> [REQUIRED ACTION]: Repeat exactly the lines below, from the line containing "Give me a JSON" through the last line, both included. Leave out any pictures.

DATA: Begin

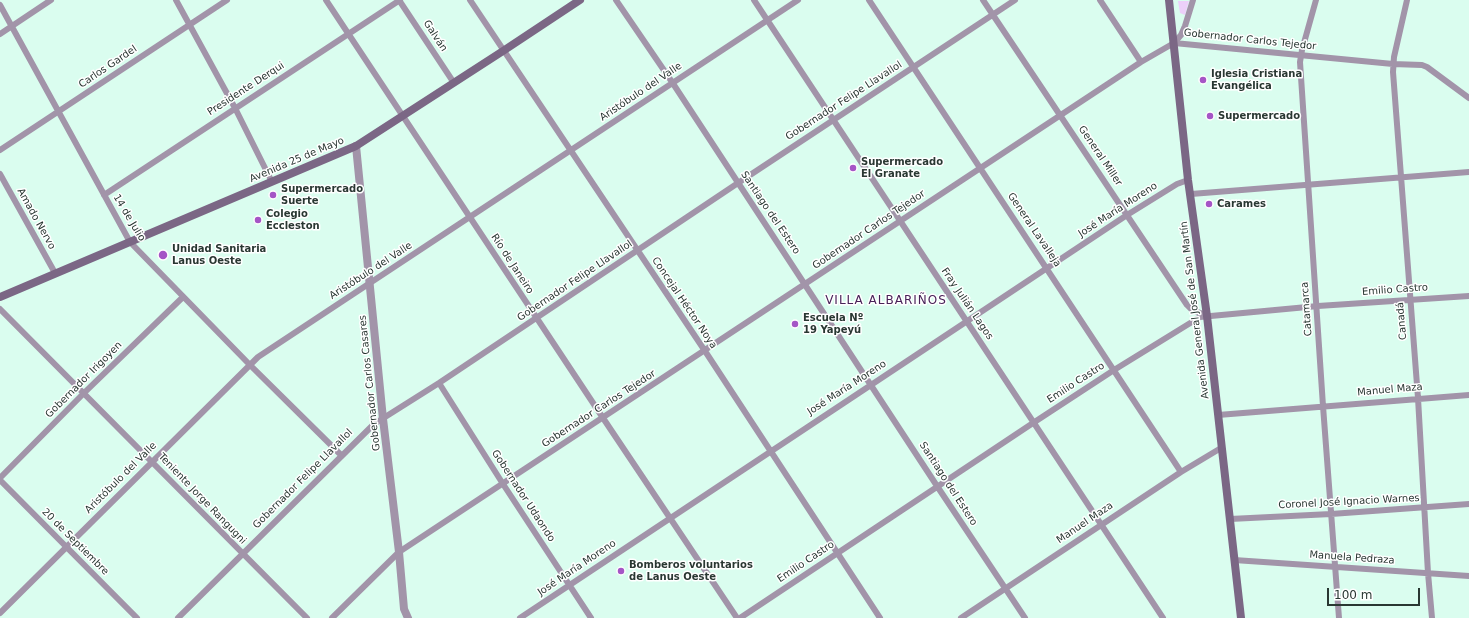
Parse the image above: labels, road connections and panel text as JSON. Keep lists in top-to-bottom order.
{
  "streets": {
    "main road": ["Avenida 25 de Mayo", "Avenida General José de San Martín"],
    "street": [
      "Galván",
      "Gobernador Carlos Tejedor",
      "Carlos Gardel",
      "Presidente Derqui",
      "Aristóbulo del Valle",
      "Gobernador Felipe Llavallol",
      "General Miller",
      "José María Moreno",
      "Santiago del Estero",
      "14 de Julio",
      "Amado Nervo",
      "General Lavalleja",
      "Río de Janeiro",
      "Emilio Castro",
      "Concejal Héctor Noya",
      "Fray Julián Lagos",
      "Catamarca",
      "Canadá",
      "Gobernador Irigoyen",
      "Gobernador Carlos Casares",
      "Manuel Maza",
      "Gobernador Udaondo",
      "Teniente Jorge Rangugni",
      "Coronel José Ignacio Warnes",
      "20 de Septiembre",
      "Manuela Pedraza"
    ]
  },
  "crossings": [
    ["Galván", "Presidente Derqui"],
    ["Galván", "Avenida 25 de Mayo"],
    ["Gobernador Carlos Tejedor", "General Miller"],
    ["Gobernador Carlos Tejedor", "Santiago del Estero"],
    ["Gobernador Carlos Tejedor", "General Lavalleja"],
    ["Gobernador Carlos Tejedor", "Río de Janeiro"],
    ["Gobernador Carlos Tejedor", "Concejal Héctor Noya"],
    ["Gobernador Carlos Tejedor", "Fray Julián Lagos"],
    ["Gobernador Carlos Tejedor", "Catamarca"],
    ["Gobernador Carlos Tejedor", "Avenida General José de San Martín"],
    ["Gobernador Carlos Tejedor", "Canadá"],
    ["Gobernador Carlos Tejedor", "Gobernador Carlos Casares"],
    ["Gobernador Carlos Tejedor", "Gobernador Udaondo"],
    ["Carlos Gardel", "14 de Julio"],
    ["Presidente Derqui", "14 de Julio"],
    ["Presidente Derqui", "Río de Janeiro"],
    ["Aristóbulo del Valle", "Santiago del Estero"],
    ["Aristóbulo del Valle", "14 de Julio"],
    ["Aristóbulo del Valle", "Río de Janeiro"],
    ["Aristóbulo del Valle", "Concejal Héctor Noya"],
    ["Aristóbulo del Valle", "Fray Julián Lagos"],
    ["Aristóbulo del Valle", "Gobernador Carlos Casares"],
    ["Aristóbulo del Valle", "Teniente Jorge Rangugni"],
    ["Aristóbulo del Valle", "20 de Septiembre"],
    ["Gobernador Felipe Llavallol", "General Miller"],
    ["Gobernador Felipe Llavallol", "Santiago del Estero"],
    ["Gobernador Felipe Llavallol", "14 de Julio"],
    ["Gobernador Felipe Llavallol", "General Lavalleja"],
    ["Gobernador Felipe Llavallol", "Río de Janeiro"],
    ["Gobernador Felipe Llavallol", "Concejal Héctor Noya"],
    ["Gobernador Felipe Llavallol", "Fray Julián Lagos"],
    ["Gobernador Felipe Llavallol", "Gobernador Carlos Casares"],
    ["Gobernador Felipe Llavallol", "Gobernador Udaondo"],
    ["Gobernador Felipe Llavallol", "Teniente Jorge Rangugni"],
    ["General Miller", "José María Moreno"],
    ["General Miller", "Emilio Castro"],
    ["General Miller", "Avenida General José de San Martín"],
    ["Avenida 25 de Mayo", "14 de Julio"],
    ["Avenida 25 de Mayo", "Amado Nervo"],
    ["Avenida 25 de Mayo", "Río de Janeiro"],
    ["Avenida 25 de Mayo", "Concejal Héctor Noya"],
    ["Avenida 25 de Mayo", "Gobernador Carlos Casares"],
    ["José María Moreno", "Santiago del Estero"],
    ["José María Moreno", "General Lavalleja"],
    ["José María Moreno", "Río de Janeiro"],
    ["José María Moreno", "Concejal Héctor Noya"],
    ["José María Moreno", "Fray Julián Lagos"],
    ["José María Moreno", "Avenida General José de San Martín"],
    ["José María Moreno", "Gobernador Udaondo"],
    ["Santiago del Estero", "Emilio Castro"],
    ["Santiago del Estero", "Manuel Maza"],
    ["14 de Julio", "Gobernador Irigoyen"],
    ["General Lavalleja", "Emilio Castro"],
    ["General Lavalleja", "Manuel Maza"],
    ["Emilio Castro", "Concejal Héctor Noya"],
    ["Emilio Castro", "Fray Julián Lagos"],
    ["Emilio Castro", "Catamarca"],
    ["Emilio Castro", "Avenida General José de San Martín"],
    ["Emilio Castro", "Canadá"],
    ["Fray Julián Lagos", "Manuel Maza"],
    ["Catamarca", "Manuel Maza"],
    ["Catamarca", "Coronel José Ignacio Warnes"],
    ["Catamarca", "Manuela Pedraza"],
    ["Avenida General José de San Martín", "Manuel Maza"],
    ["Avenida General José de San Martín", "Coronel José Ignacio Warnes"],
    ["Avenida General José de San Martín", "Manuela Pedraza"],
    ["Canadá", "Manuel Maza"],
    ["Canadá", "Coronel José Ignacio Warnes"],
    ["Canadá", "Manuela Pedraza"],
    ["Gobernador Irigoyen", "Teniente Jorge Rangugni"],
    ["Gobernador Irigoyen", "20 de Septiembre"]
  ],
  "districts": ["VILLA ALBARIÑOS"],
  "places": [
    "Iglesia Cristiana Evangélica",
    "Supermercado",
    "Supermercado El Granate",
    "Supermercado Suerte",
    "Carames",
    "Colegio Eccleston",
    "Unidad Sanitaria Lanus Oeste",
    "Escuela Nº 19 Yapeyú",
    "Bomberos voluntarios de Lanus Oeste"
  ],
  "scale_bar": "100 m"
}
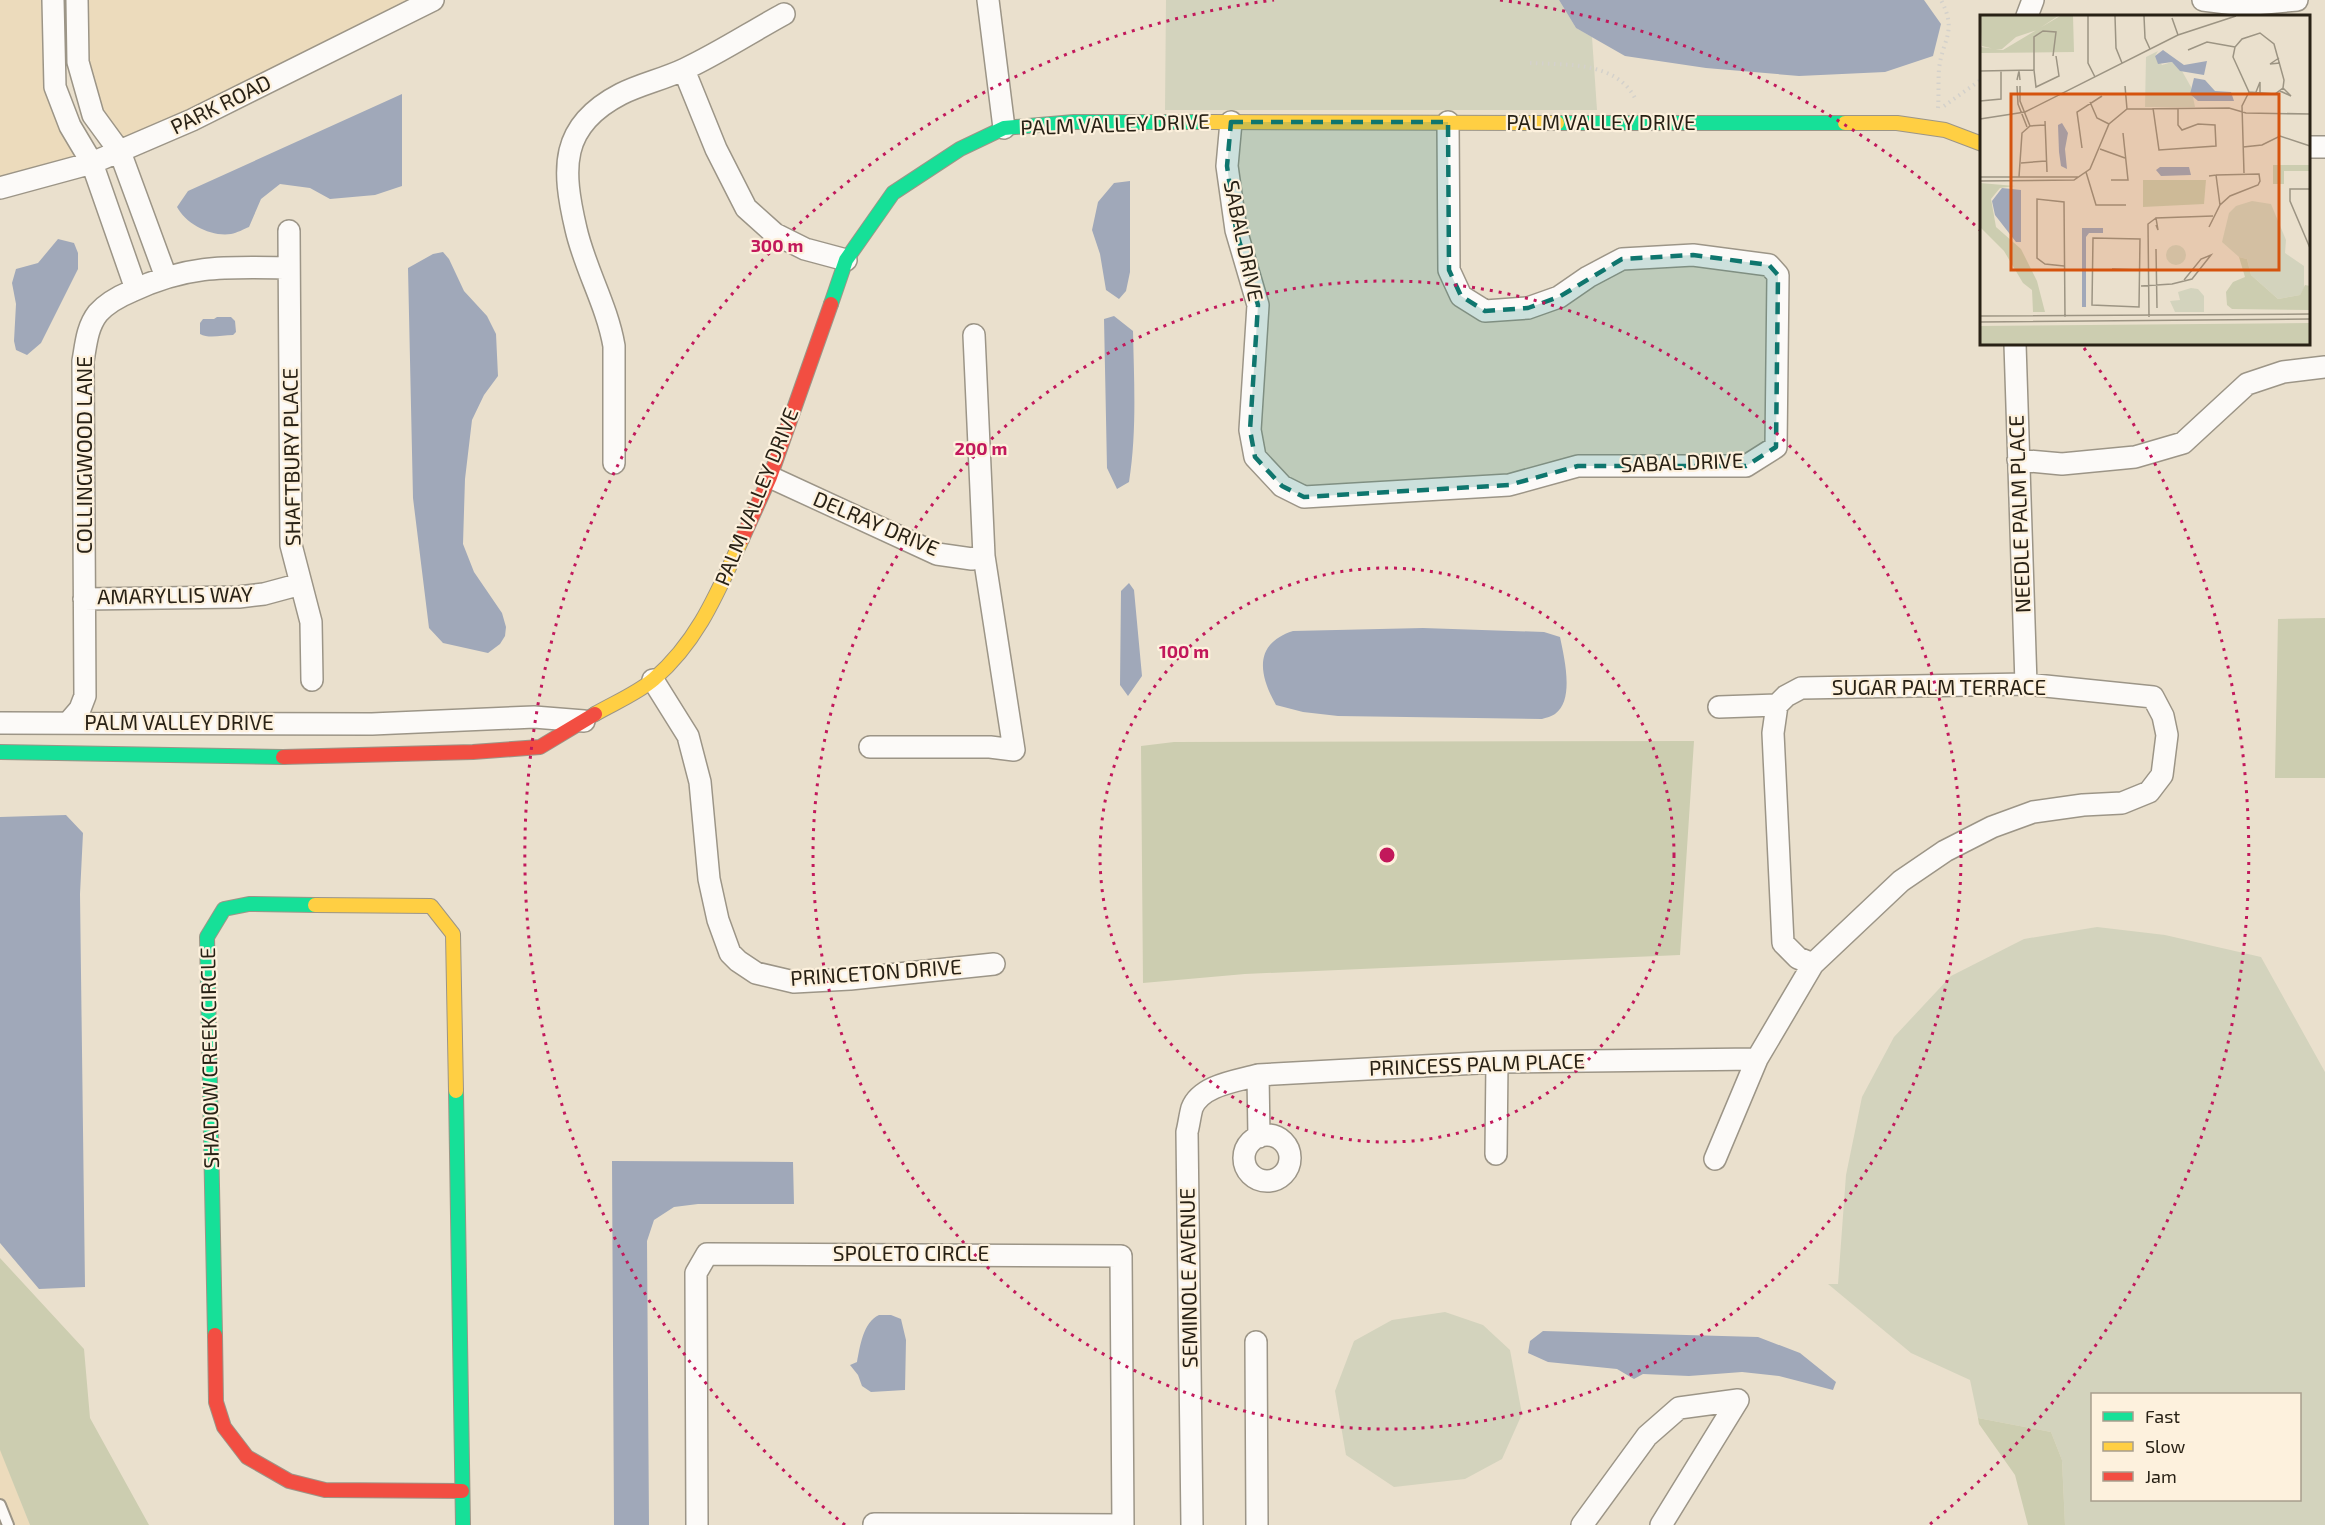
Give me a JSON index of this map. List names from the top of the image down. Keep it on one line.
{"streets":{"street":["PARK ROAD","PALM VALLEY DRIVE","SABAL DRIVE","COLLINGWOOD LANE","SHAFTBURY PLACE","NEEDLE PALM PLACE","DELRAY DRIVE","AMARYLLIS WAY","SUGAR PALM TERRACE","PRINCETON DRIVE","SHADOW CREEK CIRCLE","PRINCESS PALM PLACE","SPOLETO CIRCLE","SEMINOLE AVENUE"]},"crossings":[["PALM VALLEY DRIVE","SABAL DRIVE"],["PALM VALLEY DRIVE","COLLINGWOOD LANE"],["PALM VALLEY DRIVE","DELRAY DRIVE"],["PALM VALLEY DRIVE","PRINCETON DRIVE"],["COLLINGWOOD LANE","SHAFTBURY PLACE"],["COLLINGWOOD LANE","AMARYLLIS WAY"],["SHAFTBURY PLACE","AMARYLLIS WAY"],["NEEDLE PALM PLACE","SUGAR PALM TERRACE"],["SUGAR PALM TERRACE","PRINCESS PALM PLACE"],["PRINCESS PALM PLACE","SEMINOLE AVENUE"]],"legend":["Fast","Slow","Jam"],"rings":["300 m","200 m","100 m"]}
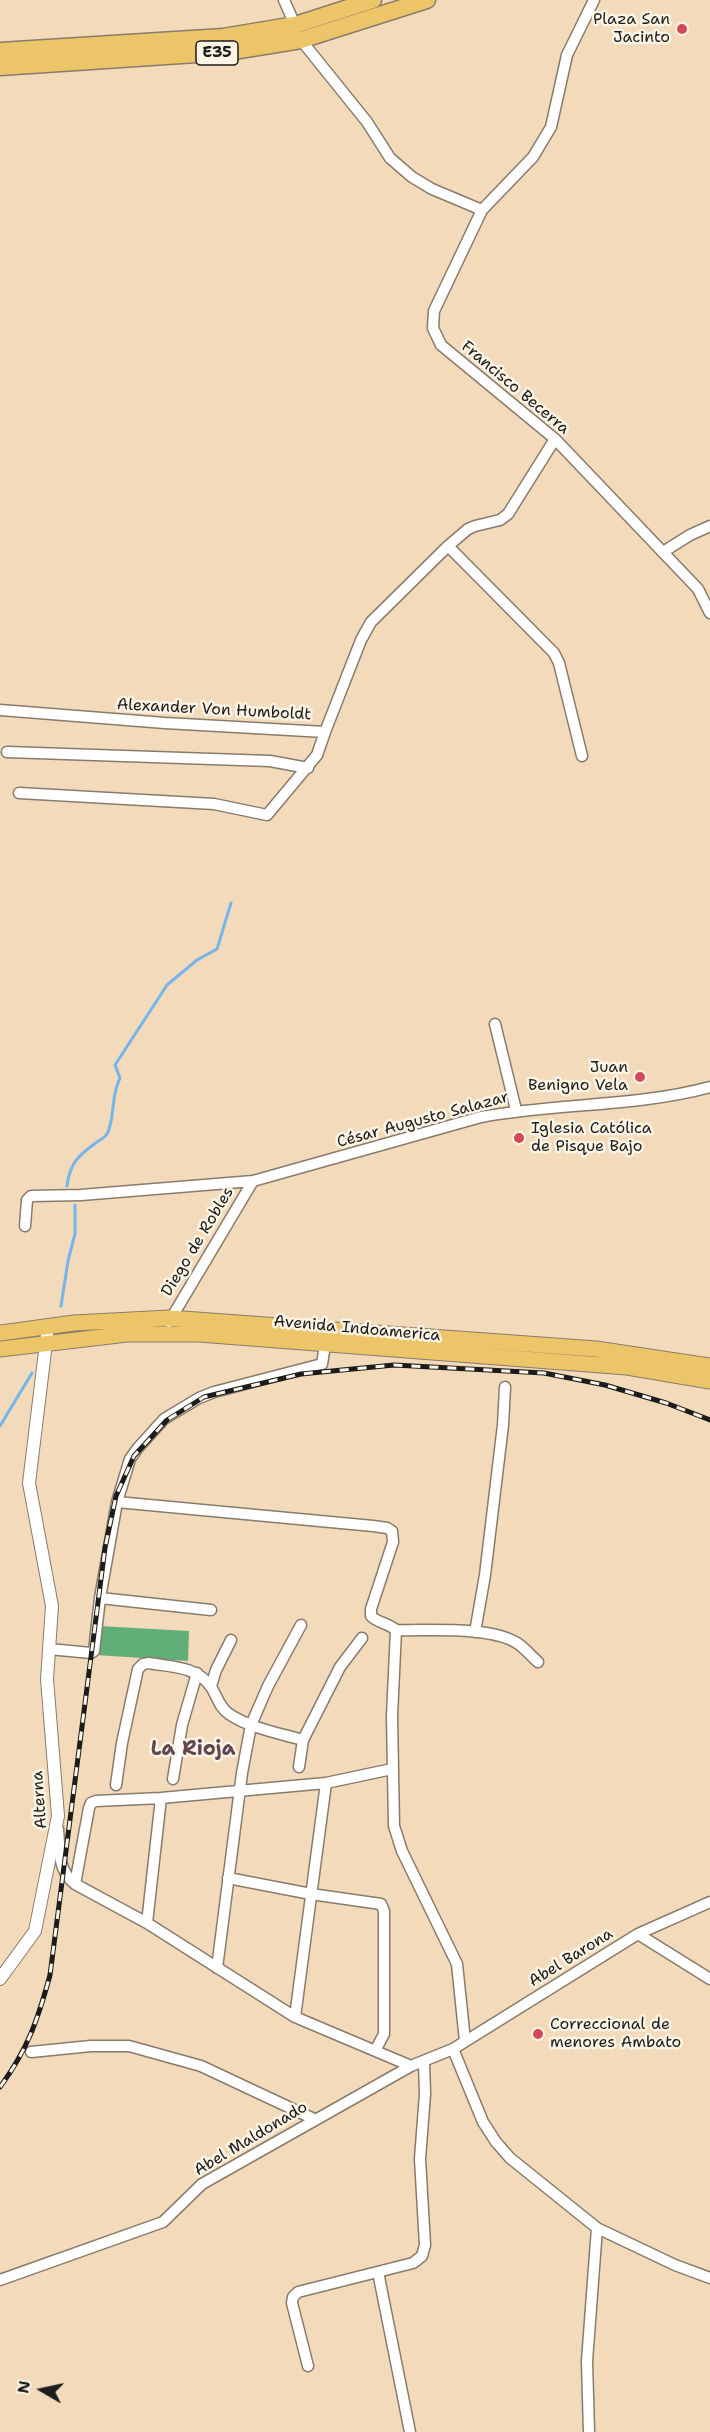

DATA: End

> [RESPONSE]:
Give me a JSON index of this map. List names from the top of the image down. Keep it on one line.
{"streets":{"street":["PARK ROAD","PALM VALLEY DRIVE","SABAL DRIVE","COLLINGWOOD LANE","SHAFTBURY PLACE","NEEDLE PALM PLACE","DELRAY DRIVE","AMARYLLIS WAY","SUGAR PALM TERRACE","PRINCETON DRIVE","SHADOW CREEK CIRCLE","PRINCESS PALM PLACE","SPOLETO CIRCLE","SEMINOLE AVENUE"]},"crossings":[["PALM VALLEY DRIVE","SABAL DRIVE"],["PALM VALLEY DRIVE","COLLINGWOOD LANE"],["PALM VALLEY DRIVE","DELRAY DRIVE"],["PALM VALLEY DRIVE","PRINCETON DRIVE"],["COLLINGWOOD LANE","SHAFTBURY PLACE"],["COLLINGWOOD LANE","AMARYLLIS WAY"],["SHAFTBURY PLACE","AMARYLLIS WAY"],["NEEDLE PALM PLACE","SUGAR PALM TERRACE"],["SUGAR PALM TERRACE","PRINCESS PALM PLACE"],["PRINCESS PALM PLACE","SEMINOLE AVENUE"]],"legend":["Fast","Slow","Jam"],"rings":["300 m","200 m","100 m"]}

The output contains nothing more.